Records from a dataset:
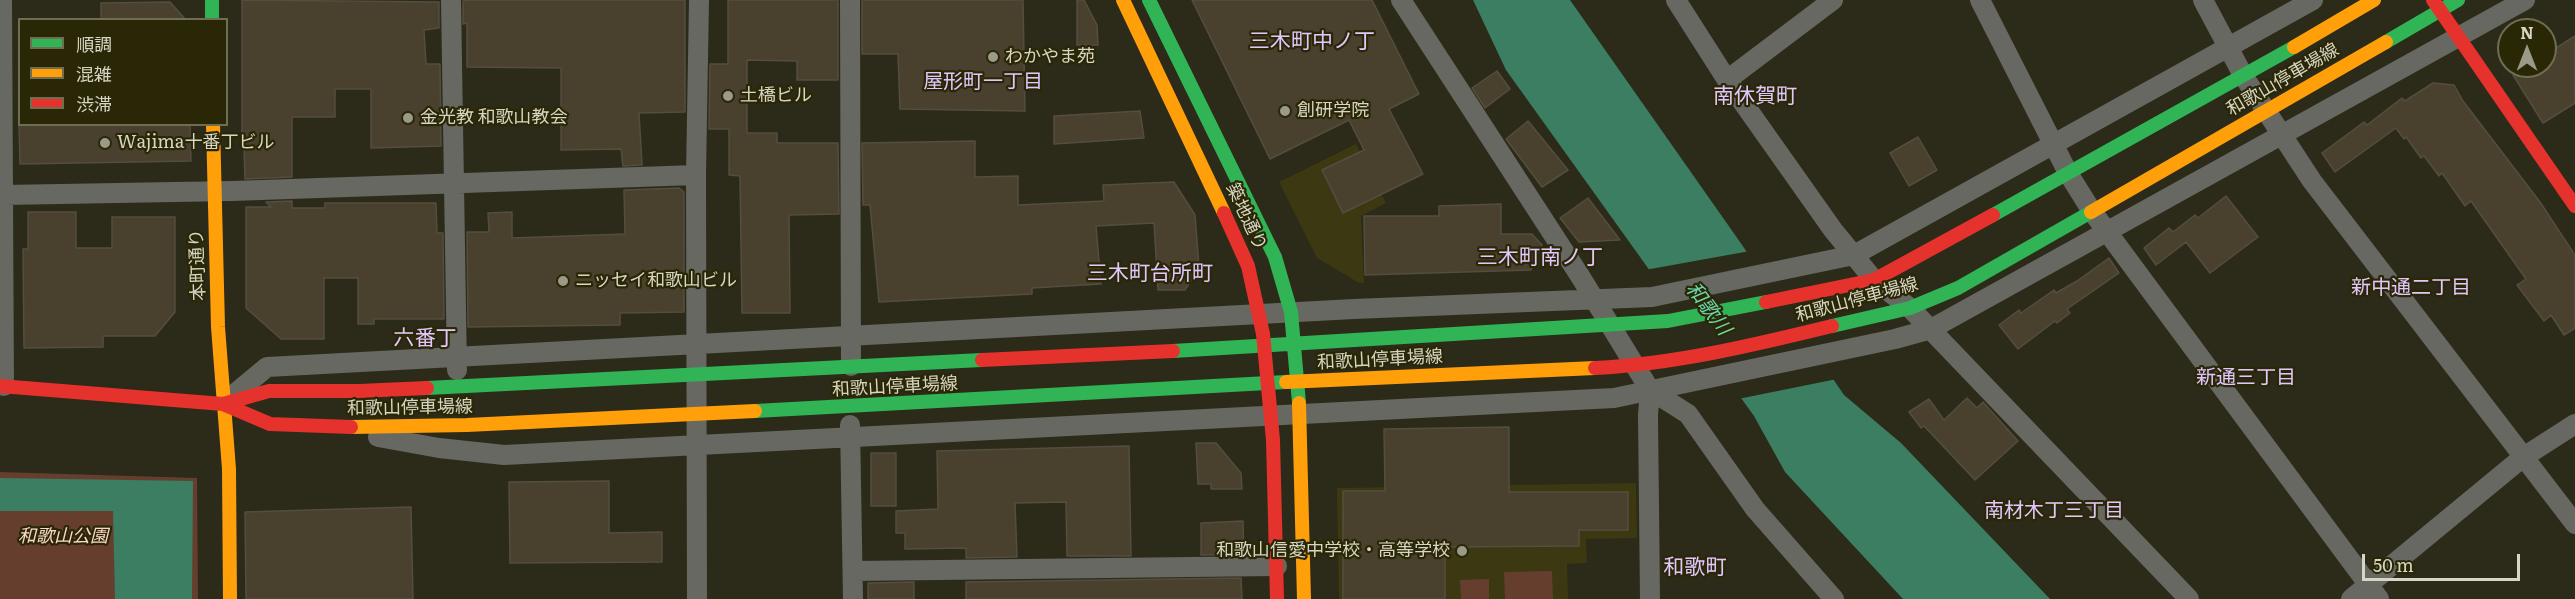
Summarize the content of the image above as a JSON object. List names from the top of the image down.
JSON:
{
  "streets": {
    "main road": ["和歌山停車場線", "築地通り", "本町通り"]
  },
  "crossings": [
    ["和歌山停車場線", "築地通り"],
    ["和歌山停車場線", "本町通り"]
  ],
  "districts": [
    "三木町中ノ丁",
    "屋形町一丁目",
    "南休賀町",
    "三木町南ノ丁",
    "三木町台所町",
    "新中通二丁目",
    "六番丁",
    "新通三丁目",
    "南材木丁三丁目",
    "和歌町"
  ],
  "water": ["和歌川"],
  "parks": ["和歌山公園"],
  "places": [
    "わかやま苑",
    "土橋ビル",
    "創研学院",
    "金光教 和歌山教会",
    "Wajima十番丁ビル",
    "ニッセイ和歌山ビル",
    "和歌山信愛中学校・高等学校"
  ],
  "legend": ["順調", "混雑", "渋滞"],
  "scale_bar": "50 m",
  "north": "top"
}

### What is expected
Would you print all the entries again exactly, minus any pictures?

### Written answer
Summarize the content of the image above as a JSON object. List names from the top of the image down.
JSON:
{
  "streets": {
    "main road": ["和歌山停車場線", "築地通り", "本町通り"]
  },
  "crossings": [
    ["和歌山停車場線", "築地通り"],
    ["和歌山停車場線", "本町通り"]
  ],
  "districts": [
    "三木町中ノ丁",
    "屋形町一丁目",
    "南休賀町",
    "三木町南ノ丁",
    "三木町台所町",
    "新中通二丁目",
    "六番丁",
    "新通三丁目",
    "南材木丁三丁目",
    "和歌町"
  ],
  "water": ["和歌川"],
  "parks": ["和歌山公園"],
  "places": [
    "わかやま苑",
    "土橋ビル",
    "創研学院",
    "金光教 和歌山教会",
    "Wajima十番丁ビル",
    "ニッセイ和歌山ビル",
    "和歌山信愛中学校・高等学校"
  ],
  "legend": ["順調", "混雑", "渋滞"],
  "scale_bar": "50 m",
  "north": "top"
}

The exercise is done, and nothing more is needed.